Now that we see how to check individual packages, we should make use of the xargs command again and string qpkg and equery together to check the entire system.
# qpkg -I -nc | xargs -i sh -c 'equery check {} ; echo ""'
[ Checking app-admin/fam-2.7.0-r2 ]
* 31 out of 31 files good
[ Checking app-admin/perl-cleaner-1.01 ]
* 7 out of 7 files good
[ Checking app-admin/sudo-1.6.8_p9 ]
!!! /etc/sudoers has incorrect md5sum
* 34 out of 35 files good
[ Checking app-admin/syslog-ng-1.6.8 ]
* 50 out of 50 files good
[ Checking app-arch/bzip2-1.0.3-r5 ]
* 46 out of 46 files good
--cut--
With this command, we now have a complete listing of everything that's been changed on the system.
Once a system check is completed and you discover that some of the installed packages may have changed, it's very important that you find out why there have been changes.
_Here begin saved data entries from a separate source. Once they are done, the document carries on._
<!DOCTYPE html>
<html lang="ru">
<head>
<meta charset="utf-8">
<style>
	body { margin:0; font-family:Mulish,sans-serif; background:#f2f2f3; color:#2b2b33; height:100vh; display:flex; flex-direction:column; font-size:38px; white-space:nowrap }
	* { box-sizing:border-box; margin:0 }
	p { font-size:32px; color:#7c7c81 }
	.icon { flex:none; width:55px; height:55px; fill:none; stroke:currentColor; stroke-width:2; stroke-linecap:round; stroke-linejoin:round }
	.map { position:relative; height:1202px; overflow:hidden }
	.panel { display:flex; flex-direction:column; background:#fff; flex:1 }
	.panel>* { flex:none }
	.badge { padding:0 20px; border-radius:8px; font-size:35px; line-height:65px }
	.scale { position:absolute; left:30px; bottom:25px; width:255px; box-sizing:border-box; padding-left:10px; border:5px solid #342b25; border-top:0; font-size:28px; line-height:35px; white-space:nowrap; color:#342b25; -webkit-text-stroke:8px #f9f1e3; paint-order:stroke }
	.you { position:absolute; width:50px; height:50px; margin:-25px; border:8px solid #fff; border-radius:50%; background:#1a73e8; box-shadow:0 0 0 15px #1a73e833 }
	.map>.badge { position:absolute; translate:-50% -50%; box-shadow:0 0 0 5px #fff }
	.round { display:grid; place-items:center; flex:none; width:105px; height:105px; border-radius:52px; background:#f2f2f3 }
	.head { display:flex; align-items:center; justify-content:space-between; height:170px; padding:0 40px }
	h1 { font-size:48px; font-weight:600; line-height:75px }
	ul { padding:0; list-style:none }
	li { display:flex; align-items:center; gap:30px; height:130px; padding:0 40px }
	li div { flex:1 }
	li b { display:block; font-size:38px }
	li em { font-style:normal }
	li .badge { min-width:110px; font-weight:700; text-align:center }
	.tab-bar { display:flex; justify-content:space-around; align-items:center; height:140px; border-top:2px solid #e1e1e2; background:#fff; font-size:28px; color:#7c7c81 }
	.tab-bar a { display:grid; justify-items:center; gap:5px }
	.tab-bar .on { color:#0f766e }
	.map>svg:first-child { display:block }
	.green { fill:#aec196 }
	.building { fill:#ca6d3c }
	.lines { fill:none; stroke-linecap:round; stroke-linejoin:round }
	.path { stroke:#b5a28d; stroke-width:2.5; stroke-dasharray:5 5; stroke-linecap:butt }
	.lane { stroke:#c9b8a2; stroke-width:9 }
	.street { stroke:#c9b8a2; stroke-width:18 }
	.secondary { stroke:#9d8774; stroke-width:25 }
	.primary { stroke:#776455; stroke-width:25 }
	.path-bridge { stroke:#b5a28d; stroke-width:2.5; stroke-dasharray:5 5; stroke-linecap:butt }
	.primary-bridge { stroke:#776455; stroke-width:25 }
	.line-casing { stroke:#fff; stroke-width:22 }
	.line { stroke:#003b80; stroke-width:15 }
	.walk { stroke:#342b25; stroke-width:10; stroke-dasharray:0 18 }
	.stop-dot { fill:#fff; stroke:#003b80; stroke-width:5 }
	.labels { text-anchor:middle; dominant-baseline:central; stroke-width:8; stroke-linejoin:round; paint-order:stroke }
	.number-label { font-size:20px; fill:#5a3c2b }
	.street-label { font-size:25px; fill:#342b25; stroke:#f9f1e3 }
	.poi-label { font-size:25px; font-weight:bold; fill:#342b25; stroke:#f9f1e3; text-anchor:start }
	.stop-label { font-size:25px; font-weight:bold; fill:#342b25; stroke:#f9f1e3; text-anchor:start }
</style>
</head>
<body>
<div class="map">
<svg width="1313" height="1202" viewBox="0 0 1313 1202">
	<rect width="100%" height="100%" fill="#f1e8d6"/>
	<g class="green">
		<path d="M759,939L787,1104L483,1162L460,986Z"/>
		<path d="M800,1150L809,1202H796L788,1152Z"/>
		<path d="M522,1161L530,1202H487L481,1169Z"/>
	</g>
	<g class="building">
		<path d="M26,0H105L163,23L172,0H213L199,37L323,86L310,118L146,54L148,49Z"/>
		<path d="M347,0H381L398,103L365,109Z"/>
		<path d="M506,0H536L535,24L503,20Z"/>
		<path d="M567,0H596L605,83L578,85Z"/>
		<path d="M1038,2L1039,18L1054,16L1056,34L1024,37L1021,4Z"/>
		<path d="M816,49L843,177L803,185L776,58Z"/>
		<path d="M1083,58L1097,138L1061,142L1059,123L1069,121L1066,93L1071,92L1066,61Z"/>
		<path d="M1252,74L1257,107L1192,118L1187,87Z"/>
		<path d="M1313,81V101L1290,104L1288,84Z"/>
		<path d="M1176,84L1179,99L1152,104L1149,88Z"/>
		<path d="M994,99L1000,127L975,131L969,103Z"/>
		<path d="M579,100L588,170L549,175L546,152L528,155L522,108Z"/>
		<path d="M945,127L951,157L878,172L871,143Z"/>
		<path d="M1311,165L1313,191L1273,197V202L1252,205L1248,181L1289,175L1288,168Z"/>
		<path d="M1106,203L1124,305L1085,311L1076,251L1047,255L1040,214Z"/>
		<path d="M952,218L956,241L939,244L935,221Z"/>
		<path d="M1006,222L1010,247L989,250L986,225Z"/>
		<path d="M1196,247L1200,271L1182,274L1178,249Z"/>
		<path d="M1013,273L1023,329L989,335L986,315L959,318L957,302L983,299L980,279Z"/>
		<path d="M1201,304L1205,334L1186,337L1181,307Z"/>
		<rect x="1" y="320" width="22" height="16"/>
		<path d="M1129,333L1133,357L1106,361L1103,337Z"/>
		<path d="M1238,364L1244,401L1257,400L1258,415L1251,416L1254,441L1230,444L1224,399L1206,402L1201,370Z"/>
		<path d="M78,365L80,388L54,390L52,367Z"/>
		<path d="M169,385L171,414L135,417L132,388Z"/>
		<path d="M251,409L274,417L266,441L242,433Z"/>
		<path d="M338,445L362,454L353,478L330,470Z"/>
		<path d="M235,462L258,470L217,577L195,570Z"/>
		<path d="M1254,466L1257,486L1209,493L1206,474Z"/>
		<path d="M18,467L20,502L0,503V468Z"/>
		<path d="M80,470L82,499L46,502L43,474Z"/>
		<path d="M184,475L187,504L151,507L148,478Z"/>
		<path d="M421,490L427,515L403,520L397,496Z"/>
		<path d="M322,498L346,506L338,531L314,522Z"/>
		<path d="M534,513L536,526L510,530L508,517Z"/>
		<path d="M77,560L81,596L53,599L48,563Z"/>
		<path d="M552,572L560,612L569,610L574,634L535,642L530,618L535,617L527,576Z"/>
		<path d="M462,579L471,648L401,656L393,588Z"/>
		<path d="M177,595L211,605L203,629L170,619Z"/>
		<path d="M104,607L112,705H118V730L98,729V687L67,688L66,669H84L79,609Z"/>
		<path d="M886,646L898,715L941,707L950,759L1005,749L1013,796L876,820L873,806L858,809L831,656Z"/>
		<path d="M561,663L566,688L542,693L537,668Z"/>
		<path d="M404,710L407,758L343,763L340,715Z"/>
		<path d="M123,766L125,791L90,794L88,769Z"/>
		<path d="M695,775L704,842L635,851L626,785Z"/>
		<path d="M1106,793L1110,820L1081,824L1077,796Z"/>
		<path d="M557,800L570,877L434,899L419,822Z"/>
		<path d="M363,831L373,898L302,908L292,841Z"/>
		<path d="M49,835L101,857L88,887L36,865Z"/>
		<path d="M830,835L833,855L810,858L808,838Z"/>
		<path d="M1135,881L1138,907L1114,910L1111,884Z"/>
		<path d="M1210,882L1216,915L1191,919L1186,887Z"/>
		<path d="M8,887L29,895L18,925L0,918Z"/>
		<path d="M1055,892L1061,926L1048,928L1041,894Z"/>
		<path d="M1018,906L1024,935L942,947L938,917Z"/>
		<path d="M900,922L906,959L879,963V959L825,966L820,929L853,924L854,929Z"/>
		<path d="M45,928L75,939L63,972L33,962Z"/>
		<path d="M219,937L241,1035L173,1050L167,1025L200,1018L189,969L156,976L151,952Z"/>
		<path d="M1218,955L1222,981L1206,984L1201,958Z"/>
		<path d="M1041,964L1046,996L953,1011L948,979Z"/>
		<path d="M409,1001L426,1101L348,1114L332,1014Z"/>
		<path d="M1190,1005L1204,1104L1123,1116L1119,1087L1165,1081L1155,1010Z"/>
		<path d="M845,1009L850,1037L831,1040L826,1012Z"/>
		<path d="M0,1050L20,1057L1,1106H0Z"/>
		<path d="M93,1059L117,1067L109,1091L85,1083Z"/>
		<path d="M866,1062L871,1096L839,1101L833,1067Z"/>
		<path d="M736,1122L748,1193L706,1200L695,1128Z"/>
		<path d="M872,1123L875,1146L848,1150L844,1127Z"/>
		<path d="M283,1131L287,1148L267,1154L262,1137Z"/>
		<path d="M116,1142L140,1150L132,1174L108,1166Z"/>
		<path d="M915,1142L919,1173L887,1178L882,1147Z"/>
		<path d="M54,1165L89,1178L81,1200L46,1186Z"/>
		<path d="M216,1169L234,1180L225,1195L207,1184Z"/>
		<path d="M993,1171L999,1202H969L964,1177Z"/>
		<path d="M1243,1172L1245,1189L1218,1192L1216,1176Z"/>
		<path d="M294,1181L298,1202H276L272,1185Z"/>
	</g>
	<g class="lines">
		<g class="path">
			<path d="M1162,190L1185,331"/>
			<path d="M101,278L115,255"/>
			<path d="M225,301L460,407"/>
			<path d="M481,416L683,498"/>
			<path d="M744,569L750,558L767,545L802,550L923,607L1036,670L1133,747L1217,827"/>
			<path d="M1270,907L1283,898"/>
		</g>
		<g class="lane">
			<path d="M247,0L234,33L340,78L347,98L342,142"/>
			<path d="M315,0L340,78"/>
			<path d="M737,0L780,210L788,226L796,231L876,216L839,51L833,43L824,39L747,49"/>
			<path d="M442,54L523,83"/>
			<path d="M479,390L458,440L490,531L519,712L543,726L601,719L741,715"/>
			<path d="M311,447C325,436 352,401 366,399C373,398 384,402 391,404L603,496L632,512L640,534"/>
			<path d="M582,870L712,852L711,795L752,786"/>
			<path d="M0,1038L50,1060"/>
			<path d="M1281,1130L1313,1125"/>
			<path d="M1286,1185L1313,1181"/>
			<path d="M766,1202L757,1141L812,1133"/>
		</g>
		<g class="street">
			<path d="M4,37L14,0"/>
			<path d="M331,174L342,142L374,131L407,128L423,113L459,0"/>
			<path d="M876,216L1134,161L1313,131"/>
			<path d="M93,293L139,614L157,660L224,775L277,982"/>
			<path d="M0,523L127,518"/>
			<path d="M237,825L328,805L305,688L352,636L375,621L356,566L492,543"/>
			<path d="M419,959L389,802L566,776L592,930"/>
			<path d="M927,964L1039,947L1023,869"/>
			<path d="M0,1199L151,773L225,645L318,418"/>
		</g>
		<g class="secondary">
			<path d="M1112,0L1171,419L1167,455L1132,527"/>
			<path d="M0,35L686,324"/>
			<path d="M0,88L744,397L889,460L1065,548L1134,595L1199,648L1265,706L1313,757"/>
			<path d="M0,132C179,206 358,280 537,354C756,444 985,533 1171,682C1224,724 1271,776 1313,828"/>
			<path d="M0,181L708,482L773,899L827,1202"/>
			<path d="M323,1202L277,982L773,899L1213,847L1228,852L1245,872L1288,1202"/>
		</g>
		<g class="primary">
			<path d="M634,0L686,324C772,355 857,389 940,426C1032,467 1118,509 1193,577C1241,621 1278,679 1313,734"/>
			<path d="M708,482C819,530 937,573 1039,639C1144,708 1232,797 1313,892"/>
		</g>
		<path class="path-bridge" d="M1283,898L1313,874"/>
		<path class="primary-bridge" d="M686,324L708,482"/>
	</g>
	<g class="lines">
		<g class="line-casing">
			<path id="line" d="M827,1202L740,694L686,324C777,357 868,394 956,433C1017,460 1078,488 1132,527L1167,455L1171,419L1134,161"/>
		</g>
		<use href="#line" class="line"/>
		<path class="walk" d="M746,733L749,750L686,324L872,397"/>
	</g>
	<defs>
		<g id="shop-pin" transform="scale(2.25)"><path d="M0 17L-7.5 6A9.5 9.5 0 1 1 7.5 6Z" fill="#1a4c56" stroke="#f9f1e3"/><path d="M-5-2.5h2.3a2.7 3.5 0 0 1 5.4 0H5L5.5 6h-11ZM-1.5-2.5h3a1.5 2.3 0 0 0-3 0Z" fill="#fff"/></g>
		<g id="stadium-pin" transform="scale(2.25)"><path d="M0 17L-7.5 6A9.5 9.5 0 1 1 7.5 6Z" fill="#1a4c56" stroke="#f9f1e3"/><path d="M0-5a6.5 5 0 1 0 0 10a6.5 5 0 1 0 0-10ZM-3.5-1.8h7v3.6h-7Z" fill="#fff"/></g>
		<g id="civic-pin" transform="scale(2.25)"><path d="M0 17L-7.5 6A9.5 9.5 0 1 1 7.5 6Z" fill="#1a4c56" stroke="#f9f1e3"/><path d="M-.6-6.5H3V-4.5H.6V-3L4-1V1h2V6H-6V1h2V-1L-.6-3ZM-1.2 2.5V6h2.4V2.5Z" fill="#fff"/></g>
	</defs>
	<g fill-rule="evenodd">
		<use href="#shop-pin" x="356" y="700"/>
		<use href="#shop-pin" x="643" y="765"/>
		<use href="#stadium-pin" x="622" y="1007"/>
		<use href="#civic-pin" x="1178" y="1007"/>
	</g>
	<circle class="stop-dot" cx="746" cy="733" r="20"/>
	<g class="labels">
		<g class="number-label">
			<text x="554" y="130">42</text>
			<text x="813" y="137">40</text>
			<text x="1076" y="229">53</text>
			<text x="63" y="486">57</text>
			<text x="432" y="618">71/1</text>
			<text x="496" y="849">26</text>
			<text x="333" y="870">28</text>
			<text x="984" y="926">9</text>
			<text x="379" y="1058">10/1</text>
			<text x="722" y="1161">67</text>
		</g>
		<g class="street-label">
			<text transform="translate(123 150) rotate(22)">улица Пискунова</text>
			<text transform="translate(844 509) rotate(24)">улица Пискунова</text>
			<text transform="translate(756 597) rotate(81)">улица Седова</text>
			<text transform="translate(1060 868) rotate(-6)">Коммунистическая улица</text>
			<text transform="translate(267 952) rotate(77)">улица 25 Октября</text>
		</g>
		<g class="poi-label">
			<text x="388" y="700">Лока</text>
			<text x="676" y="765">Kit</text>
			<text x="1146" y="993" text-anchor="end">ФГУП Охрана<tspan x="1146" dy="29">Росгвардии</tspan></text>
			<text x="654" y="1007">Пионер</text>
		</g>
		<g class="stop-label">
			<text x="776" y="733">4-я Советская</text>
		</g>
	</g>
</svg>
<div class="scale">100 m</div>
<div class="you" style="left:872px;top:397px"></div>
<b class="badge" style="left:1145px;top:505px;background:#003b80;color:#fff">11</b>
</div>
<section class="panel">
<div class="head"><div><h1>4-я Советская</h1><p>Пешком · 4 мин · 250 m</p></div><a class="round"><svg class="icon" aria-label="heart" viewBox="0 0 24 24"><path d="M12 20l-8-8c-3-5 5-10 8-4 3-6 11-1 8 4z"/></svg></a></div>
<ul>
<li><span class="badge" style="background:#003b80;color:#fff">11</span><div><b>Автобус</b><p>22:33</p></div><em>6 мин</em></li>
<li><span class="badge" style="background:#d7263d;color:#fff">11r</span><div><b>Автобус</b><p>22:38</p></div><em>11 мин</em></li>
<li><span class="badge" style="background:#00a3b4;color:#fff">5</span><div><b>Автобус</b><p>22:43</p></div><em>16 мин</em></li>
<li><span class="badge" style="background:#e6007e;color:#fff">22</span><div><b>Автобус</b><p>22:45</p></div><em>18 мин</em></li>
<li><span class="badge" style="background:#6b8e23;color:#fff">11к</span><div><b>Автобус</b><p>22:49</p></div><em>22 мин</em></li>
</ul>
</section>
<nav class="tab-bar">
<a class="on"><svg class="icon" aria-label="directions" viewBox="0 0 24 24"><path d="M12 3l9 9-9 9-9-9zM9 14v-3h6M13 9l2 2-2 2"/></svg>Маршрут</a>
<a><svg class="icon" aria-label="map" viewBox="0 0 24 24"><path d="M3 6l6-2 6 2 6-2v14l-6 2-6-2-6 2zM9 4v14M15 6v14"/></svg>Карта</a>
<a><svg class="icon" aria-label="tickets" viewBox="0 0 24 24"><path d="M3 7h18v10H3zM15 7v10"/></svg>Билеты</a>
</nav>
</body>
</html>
If you find that numerous files have been changed, it is possible that an intruder may have replaced system binaries with commands of their own. In the event that you cannot explain the changes, there are groups here at IU that can assist you. The UNIX Systems Support Group is available to help with most UNIX questions, as well as the IT Security Office. Should you be unsure about the integrity of your system, do not hesitate to contact either of these groups. It's much better to be cautious and wrong, than reckless and compromised.